Unsupervised Learning for Surgical Motion by Learning to Predict the Future
Robert DiPietro, Gregory D. Hager

TL;DR
This paper introduces an unsupervised learning approach using an RNN and mixture density networks to predict future surgical motion, enabling meaningful representation learning and improved activity retrieval.
Contribution
It presents a novel unsupervised method for learning surgical motion representations through future prediction, outperforming previous methods in activity retrieval accuracy.
Findings
Learned encodings cluster by high-level activities.
Future prediction significantly outperforms baselines.

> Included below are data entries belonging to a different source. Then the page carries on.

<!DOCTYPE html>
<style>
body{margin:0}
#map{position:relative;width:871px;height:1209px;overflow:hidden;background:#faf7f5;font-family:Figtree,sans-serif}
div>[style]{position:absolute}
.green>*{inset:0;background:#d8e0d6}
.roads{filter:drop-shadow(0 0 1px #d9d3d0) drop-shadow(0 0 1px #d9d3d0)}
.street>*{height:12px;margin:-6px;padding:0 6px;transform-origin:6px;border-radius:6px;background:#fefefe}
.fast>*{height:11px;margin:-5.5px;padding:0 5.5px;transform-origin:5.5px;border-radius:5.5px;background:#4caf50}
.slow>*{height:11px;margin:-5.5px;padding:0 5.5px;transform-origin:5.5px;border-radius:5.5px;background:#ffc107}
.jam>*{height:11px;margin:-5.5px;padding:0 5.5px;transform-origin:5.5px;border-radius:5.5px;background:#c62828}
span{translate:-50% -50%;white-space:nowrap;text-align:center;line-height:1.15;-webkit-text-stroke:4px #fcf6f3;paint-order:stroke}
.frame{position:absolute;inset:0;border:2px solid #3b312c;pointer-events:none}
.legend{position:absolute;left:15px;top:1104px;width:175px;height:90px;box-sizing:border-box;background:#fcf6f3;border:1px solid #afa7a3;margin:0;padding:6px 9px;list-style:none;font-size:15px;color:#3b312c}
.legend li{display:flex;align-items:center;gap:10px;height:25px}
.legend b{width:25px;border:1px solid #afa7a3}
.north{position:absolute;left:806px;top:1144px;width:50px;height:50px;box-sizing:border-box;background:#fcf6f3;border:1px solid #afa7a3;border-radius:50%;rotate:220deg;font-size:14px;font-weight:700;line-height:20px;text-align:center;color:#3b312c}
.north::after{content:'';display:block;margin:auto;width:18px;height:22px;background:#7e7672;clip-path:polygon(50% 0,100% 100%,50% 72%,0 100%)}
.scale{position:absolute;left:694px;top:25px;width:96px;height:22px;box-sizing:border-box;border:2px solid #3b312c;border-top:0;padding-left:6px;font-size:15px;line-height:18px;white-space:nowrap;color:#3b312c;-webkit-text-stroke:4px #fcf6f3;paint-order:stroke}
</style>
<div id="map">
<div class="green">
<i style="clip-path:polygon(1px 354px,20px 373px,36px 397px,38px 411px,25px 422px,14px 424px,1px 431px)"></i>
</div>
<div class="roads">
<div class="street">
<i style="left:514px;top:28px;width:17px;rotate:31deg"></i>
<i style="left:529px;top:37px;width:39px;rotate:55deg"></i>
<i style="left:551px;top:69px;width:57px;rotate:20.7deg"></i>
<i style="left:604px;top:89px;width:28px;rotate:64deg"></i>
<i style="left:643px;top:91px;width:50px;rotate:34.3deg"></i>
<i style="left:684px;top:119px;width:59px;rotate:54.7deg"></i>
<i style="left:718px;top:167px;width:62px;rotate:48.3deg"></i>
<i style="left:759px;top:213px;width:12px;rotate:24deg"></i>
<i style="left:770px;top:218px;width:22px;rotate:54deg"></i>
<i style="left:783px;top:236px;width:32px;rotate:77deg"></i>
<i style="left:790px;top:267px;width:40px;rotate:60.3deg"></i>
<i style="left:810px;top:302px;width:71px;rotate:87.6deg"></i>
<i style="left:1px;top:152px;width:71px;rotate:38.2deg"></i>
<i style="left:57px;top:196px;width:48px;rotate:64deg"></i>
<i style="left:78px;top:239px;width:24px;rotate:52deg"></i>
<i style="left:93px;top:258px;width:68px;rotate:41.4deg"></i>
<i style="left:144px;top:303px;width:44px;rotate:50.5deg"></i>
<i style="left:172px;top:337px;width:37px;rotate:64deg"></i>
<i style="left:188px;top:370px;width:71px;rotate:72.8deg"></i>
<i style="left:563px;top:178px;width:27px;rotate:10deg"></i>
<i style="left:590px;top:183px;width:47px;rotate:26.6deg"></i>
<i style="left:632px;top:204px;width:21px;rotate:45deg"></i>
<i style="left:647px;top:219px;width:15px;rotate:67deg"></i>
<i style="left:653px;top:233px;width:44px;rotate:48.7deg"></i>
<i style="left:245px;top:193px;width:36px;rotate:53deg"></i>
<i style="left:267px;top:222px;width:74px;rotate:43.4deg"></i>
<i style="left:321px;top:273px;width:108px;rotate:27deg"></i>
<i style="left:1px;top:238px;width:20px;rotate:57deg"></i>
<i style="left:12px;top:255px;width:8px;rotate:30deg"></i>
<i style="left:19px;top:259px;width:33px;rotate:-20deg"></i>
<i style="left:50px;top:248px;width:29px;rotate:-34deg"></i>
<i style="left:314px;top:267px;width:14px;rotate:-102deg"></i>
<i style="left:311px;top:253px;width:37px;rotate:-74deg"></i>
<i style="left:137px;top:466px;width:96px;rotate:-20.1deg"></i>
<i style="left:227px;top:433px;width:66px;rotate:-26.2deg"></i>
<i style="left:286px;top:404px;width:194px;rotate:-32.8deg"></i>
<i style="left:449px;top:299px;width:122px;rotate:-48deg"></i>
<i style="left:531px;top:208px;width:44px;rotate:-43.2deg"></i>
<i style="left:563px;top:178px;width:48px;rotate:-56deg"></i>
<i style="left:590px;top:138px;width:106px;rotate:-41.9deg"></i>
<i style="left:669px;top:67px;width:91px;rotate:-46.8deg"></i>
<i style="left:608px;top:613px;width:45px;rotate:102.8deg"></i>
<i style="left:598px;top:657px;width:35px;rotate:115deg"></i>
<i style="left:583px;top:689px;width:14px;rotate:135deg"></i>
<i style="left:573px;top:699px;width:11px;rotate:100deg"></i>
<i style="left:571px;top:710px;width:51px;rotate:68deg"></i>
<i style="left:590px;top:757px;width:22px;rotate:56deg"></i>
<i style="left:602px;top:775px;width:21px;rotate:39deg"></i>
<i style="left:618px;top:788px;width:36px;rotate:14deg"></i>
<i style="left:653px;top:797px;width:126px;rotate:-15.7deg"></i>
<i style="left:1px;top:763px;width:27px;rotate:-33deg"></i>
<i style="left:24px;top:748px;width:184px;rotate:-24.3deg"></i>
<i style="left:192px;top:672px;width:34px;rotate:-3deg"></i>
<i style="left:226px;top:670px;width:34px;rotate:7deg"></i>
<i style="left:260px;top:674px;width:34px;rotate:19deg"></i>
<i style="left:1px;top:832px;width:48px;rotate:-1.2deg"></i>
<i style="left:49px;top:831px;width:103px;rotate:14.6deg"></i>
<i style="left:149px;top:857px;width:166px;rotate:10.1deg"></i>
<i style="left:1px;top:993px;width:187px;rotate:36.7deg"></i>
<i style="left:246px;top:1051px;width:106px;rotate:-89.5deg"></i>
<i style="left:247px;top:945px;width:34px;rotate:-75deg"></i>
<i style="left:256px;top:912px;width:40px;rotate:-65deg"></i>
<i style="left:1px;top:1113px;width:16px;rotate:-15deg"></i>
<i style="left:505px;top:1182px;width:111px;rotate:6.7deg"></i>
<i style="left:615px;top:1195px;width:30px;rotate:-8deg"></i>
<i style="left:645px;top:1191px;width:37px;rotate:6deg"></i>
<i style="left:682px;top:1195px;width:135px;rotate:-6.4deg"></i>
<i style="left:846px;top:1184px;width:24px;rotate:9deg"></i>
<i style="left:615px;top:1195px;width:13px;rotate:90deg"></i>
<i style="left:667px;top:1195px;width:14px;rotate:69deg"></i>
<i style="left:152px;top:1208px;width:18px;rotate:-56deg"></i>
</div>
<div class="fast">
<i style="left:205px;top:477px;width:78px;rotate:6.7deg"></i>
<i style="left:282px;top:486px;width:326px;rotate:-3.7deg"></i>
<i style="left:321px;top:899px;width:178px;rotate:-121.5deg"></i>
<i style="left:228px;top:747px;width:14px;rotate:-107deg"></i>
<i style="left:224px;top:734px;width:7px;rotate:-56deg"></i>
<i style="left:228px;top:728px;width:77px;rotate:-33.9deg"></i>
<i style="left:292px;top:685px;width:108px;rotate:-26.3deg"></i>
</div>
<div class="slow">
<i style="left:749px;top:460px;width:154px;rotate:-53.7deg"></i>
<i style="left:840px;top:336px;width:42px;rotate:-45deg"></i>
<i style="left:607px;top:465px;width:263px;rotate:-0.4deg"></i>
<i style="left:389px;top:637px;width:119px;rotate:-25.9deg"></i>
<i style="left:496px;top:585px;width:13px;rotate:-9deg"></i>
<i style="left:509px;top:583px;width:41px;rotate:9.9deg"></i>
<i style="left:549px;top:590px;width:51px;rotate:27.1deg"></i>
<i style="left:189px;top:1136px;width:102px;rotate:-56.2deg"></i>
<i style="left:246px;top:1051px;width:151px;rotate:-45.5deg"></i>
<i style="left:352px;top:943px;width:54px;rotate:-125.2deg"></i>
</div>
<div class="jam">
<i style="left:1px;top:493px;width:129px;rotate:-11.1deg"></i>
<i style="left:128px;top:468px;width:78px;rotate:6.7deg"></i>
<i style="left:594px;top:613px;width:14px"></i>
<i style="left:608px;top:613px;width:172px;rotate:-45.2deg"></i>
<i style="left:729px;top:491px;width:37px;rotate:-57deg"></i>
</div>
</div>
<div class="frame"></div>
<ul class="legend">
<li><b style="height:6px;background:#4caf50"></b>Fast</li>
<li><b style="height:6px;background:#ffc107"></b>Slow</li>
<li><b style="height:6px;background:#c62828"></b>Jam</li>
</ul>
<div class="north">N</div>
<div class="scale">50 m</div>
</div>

Achieved state-of-the-art F1 score of 0.77 in activity retrieval.
Abstract
We show that it is possible to learn meaningful representations of surgical motion, without supervision, by learning to predict the future. An architecture that combines an RNN encoder-decoder and mixture density networks (MDNs) is developed to model the conditional distribution over future motion given past motion. We show that the learned encodings naturally cluster according to high-level activities, and we demonstrate the usefulness of these learned encodings in the context of information retrieval, where a database of surgical motion is searched for suturing activity using a motion-based query. Future prediction with MDNs is found to significantly outperform simpler baselines as well as the best previously-published result for this task, advancing state-of-the-art performance from an F1 score of 0.60 +- 0.14 to 0.77 +- 0.05.